==== Records for the task
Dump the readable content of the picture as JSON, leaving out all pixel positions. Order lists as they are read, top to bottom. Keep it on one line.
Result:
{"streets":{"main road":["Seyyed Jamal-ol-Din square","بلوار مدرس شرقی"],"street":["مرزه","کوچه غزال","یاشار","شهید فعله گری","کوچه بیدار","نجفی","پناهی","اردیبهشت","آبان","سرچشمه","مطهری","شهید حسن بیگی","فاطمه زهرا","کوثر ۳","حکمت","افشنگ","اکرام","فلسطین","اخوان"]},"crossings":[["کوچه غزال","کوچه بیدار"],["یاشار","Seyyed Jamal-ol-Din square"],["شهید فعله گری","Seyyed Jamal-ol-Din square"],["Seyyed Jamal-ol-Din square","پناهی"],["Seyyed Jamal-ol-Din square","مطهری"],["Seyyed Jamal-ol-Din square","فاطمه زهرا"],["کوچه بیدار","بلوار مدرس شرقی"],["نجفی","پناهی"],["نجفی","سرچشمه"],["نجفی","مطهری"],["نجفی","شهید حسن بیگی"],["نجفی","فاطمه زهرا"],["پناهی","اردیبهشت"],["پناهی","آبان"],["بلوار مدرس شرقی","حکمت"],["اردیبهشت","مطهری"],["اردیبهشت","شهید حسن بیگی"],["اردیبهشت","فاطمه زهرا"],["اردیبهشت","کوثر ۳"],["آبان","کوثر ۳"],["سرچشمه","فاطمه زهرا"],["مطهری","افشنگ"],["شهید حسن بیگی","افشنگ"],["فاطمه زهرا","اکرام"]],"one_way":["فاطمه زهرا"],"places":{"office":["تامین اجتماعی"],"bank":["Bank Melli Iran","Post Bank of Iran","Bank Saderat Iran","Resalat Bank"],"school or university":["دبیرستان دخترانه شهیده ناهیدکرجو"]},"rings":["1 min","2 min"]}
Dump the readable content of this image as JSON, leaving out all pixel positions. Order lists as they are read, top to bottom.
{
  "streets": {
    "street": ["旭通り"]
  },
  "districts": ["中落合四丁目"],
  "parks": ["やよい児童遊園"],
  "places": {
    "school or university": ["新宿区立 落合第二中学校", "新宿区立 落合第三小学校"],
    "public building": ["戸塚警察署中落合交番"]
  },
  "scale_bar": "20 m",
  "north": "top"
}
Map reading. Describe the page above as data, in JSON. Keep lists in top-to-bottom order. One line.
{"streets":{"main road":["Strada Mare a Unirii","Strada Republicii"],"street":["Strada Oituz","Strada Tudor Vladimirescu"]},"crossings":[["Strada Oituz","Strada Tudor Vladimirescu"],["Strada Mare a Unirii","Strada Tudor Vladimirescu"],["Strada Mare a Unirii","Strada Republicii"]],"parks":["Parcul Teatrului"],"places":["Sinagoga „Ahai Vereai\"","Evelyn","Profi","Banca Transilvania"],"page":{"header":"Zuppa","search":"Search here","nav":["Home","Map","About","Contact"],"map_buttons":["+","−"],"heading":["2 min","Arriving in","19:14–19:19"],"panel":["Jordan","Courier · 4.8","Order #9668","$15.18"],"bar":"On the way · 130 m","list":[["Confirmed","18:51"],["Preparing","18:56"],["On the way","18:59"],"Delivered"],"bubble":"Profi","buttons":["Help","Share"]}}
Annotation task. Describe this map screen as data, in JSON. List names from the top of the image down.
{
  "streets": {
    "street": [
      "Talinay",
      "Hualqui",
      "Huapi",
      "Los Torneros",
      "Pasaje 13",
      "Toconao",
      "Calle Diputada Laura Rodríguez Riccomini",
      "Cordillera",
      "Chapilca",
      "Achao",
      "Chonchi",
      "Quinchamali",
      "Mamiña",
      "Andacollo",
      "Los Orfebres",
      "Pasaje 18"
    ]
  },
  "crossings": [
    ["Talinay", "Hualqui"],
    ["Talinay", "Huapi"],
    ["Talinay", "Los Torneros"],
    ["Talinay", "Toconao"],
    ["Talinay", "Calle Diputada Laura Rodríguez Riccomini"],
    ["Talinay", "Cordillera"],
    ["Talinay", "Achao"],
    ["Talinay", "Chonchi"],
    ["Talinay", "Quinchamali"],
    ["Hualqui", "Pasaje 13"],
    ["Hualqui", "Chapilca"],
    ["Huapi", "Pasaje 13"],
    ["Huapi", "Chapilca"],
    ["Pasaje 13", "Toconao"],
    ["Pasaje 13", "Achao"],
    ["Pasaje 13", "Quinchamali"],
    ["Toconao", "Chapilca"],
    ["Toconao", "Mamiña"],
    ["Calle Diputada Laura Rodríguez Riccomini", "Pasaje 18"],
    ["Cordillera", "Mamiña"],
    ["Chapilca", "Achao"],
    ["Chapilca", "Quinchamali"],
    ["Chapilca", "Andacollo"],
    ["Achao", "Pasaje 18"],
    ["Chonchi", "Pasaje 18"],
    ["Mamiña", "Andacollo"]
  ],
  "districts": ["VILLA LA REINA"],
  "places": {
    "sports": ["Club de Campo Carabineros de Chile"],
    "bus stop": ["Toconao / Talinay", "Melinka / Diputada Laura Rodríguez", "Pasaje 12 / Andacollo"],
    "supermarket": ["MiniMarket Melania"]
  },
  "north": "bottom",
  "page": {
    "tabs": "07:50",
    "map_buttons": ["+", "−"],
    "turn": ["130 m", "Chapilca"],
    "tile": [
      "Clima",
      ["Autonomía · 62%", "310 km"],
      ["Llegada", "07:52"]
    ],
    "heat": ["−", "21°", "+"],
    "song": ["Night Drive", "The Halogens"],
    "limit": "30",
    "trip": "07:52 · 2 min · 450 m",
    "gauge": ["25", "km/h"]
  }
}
========
● **Prompt**
Reproduce the material above, every line of it, exactly.

● **Written answer**
Dump the readable content of the picture as JSON, leaving out all pixel positions. Order lists as they are read, top to bottom. Keep it on one line.
Result:
{"streets":{"main road":["Seyyed Jamal-ol-Din square","بلوار مدرس شرقی"],"street":["مرزه","کوچه غزال","یاشار","شهید فعله گری","کوچه بیدار","نجفی","پناهی","اردیبهشت","آبان","سرچشمه","مطهری","شهید حسن بیگی","فاطمه زهرا","کوثر ۳","حکمت","افشنگ","اکرام","فلسطین","اخوان"]},"crossings":[["کوچه غزال","کوچه بیدار"],["یاشار","Seyyed Jamal-ol-Din square"],["شهید فعله گری","Seyyed Jamal-ol-Din square"],["Seyyed Jamal-ol-Din square","پناهی"],["Seyyed Jamal-ol-Din square","مطهری"],["Seyyed Jamal-ol-Din square","فاطمه زهرا"],["کوچه بیدار","بلوار مدرس شرقی"],["نجفی","پناهی"],["نجفی","سرچشمه"],["نجفی","مطهری"],["نجفی","شهید حسن بیگی"],["نجفی","فاطمه زهرا"],["پناهی","اردیبهشت"],["پناهی","آبان"],["بلوار مدرس شرقی","حکمت"],["اردیبهشت","مطهری"],["اردیبهشت","شهید حسن بیگی"],["اردیبهشت","فاطمه زهرا"],["اردیبهشت","کوثر ۳"],["آبان","کوثر ۳"],["سرچشمه","فاطمه زهرا"],["مطهری","افشنگ"],["شهید حسن بیگی","افشنگ"],["فاطمه زهرا","اکرام"]],"one_way":["فاطمه زهرا"],"places":{"office":["تامین اجتماعی"],"bank":["Bank Melli Iran","Post Bank of Iran","Bank Saderat Iran","Resalat Bank"],"school or university":["دبیرستان دخترانه شهیده ناهیدکرجو"]},"rings":["1 min","2 min"]}
Dump the readable content of this image as JSON, leaving out all pixel positions. Order lists as they are read, top to bottom.
{
  "streets": {
    "street": ["旭通り"]
  },
  "districts": ["中落合四丁目"],
  "parks": ["やよい児童遊園"],
  "places": {
    "school or university": ["新宿区立 落合第二中学校", "新宿区立 落合第三小学校"],
    "public building": ["戸塚警察署中落合交番"]
  },
  "scale_bar": "20 m",
  "north": "top"
}
Map reading. Describe the page above as data, in JSON. Keep lists in top-to-bottom order. One line.
{"streets":{"main road":["Strada Mare a Unirii","Strada Republicii"],"street":["Strada Oituz","Strada Tudor Vladimirescu"]},"crossings":[["Strada Oituz","Strada Tudor Vladimirescu"],["Strada Mare a Unirii","Strada Tudor Vladimirescu"],["Strada Mare a Unirii","Strada Republicii"]],"parks":["Parcul Teatrului"],"places":["Sinagoga „Ahai Vereai\"","Evelyn","Profi","Banca Transilvania"],"page":{"header":"Zuppa","search":"Search here","nav":["Home","Map","About","Contact"],"map_buttons":["+","−"],"heading":["2 min","Arriving in","19:14–19:19"],"panel":["Jordan","Courier · 4.8","Order #9668","$15.18"],"bar":"On the way · 130 m","list":[["Confirmed","18:51"],["Preparing","18:56"],["On the way","18:59"],"Delivered"],"bubble":"Profi","buttons":["Help","Share"]}}
Annotation task. Describe this map screen as data, in JSON. List names from the top of the image down.
{
  "streets": {
    "street": [
      "Talinay",
      "Hualqui",
      "Huapi",
      "Los Torneros",
      "Pasaje 13",
      "Toconao",
      "Calle Diputada Laura Rodríguez Riccomini",
      "Cordillera",
      "Chapilca",
      "Achao",
      "Chonchi",
      "Quinchamali",
      "Mamiña",
      "Andacollo",
      "Los Orfebres",
      "Pasaje 18"
    ]
  },
  "crossings": [
    ["Talinay", "Hualqui"],
    ["Talinay", "Huapi"],
    ["Talinay", "Los Torneros"],
    ["Talinay", "Toconao"],
    ["Talinay", "Calle Diputada Laura Rodríguez Riccomini"],
    ["Talinay", "Cordillera"],
    ["Talinay", "Achao"],
    ["Talinay", "Chonchi"],
    ["Talinay", "Quinchamali"],
    ["Hualqui", "Pasaje 13"],
    ["Hualqui", "Chapilca"],
    ["Huapi", "Pasaje 13"],
    ["Huapi", "Chapilca"],
    ["Pasaje 13", "Toconao"],
    ["Pasaje 13", "Achao"],
    ["Pasaje 13", "Quinchamali"],
    ["Toconao", "Chapilca"],
    ["Toconao", "Mamiña"],
    ["Calle Diputada Laura Rodríguez Riccomini", "Pasaje 18"],
    ["Cordillera", "Mamiña"],
    ["Chapilca", "Achao"],
    ["Chapilca", "Quinchamali"],
    ["Chapilca", "Andacollo"],
    ["Achao", "Pasaje 18"],
    ["Chonchi", "Pasaje 18"],
    ["Mamiña", "Andacollo"]
  ],
  "districts": ["VILLA LA REINA"],
  "places": {
    "sports": ["Club de Campo Carabineros de Chile"],
    "bus stop": ["Toconao / Talinay", "Melinka / Diputada Laura Rodríguez", "Pasaje 12 / Andacollo"],
    "supermarket": ["MiniMarket Melania"]
  },
  "north": "bottom",
  "page": {
    "tabs": "07:50",
    "map_buttons": ["+", "−"],
    "turn": ["130 m", "Chapilca"],
    "tile": [
      "Clima",
      ["Autonomía · 62%", "310 km"],
      ["Llegada", "07:52"]
    ],
    "heat": ["−", "21°", "+"],
    "song": ["Night Drive", "The Halogens"],
    "limit": "30",
    "trip": "07:52 · 2 min · 450 m",
    "gauge": ["25", "km/h"]
  }
}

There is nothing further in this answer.